Die Schwäche des Westen – der USA und der EU – im aserischen Angriffskrieg gegen Bergkarabach und die aktuelle Unterbrechung der US-Militärhilfe an die Ukraine, laden sofort zu Revisionsgelüsten im Westbalkan ein, EU-Milliarden und Beitrittsversprechen ungeachtet. Gute und Böse nach manichäicher Art gibt es dort nämlich nicht. Nur brutale opportunistische Machtpolitik. 

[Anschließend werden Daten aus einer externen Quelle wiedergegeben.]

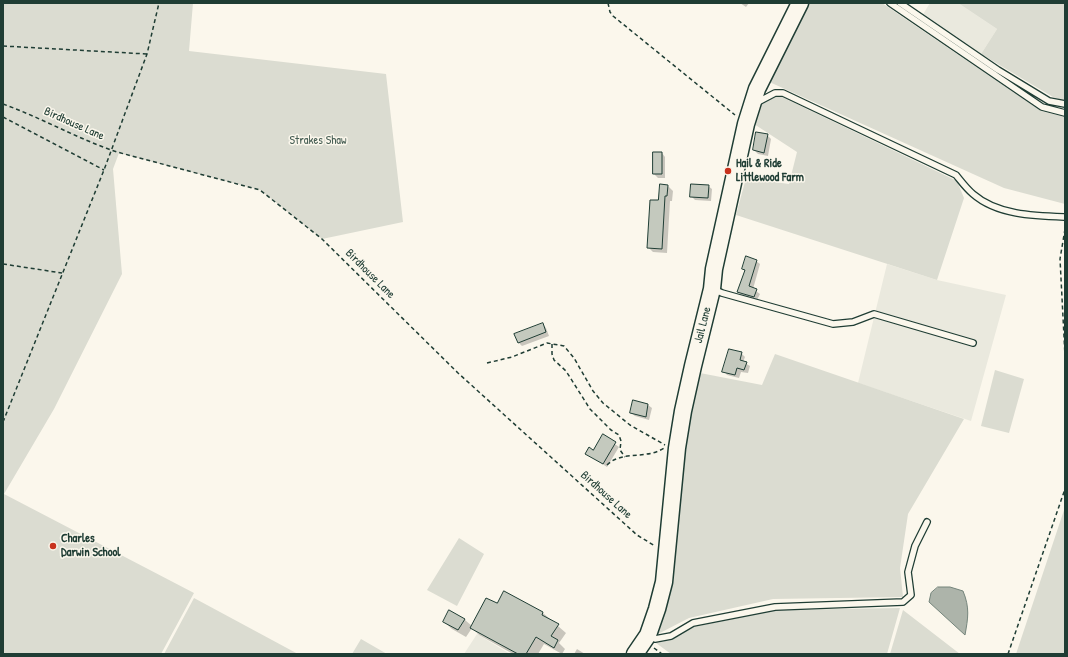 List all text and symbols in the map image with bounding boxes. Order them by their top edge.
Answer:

Serbiens Präsident Aleksandar Vucic, sein Statthalter Radoicic in Mitrovica und der kosovarische Premier Albin Kurti sind sämtlich keine Waisenknaben, sondern hartgesottene Machtpolitiker an der Grenze des Rechtsstaats oder schon jenseits davon. Dabei waren sich serbische und kosovarische Machthaber vor Jahren schon fast einig: ein Gebietstausch des serbisch besiedelten Mitrovica-Distrikts im Nordkosovo mit den albanisch besiedelten Landkreisen Südserbiens. Die Lösung des Dauerstreits scheiterte damals unter anderem an der unseligen Kanzlerin Merkel, die hysterisch jede Änderung der von Tito gezogenen Binnengrenzen Jugoslawiens, geschweige denn jene von den Siegermächten des Ersten Weltkriegs jenseits ethnischer Befindlichkeiten betonierte Grenzziehung auf dem Balkan, ablehnte. Diese kombinierte Drachensaat droht nunmehr aufzugehen. 

Der serbische Truppenaufmarsch wird sich von den üblichen zahnlosen internationalen Appellen von Baerbock bis Borrell sicher nicht aufhalten lassen, auch wenn den Muskelspielen aus Belgrad nicht unbedingt gleich eine militärische „Spezialoperation“ folgen muß.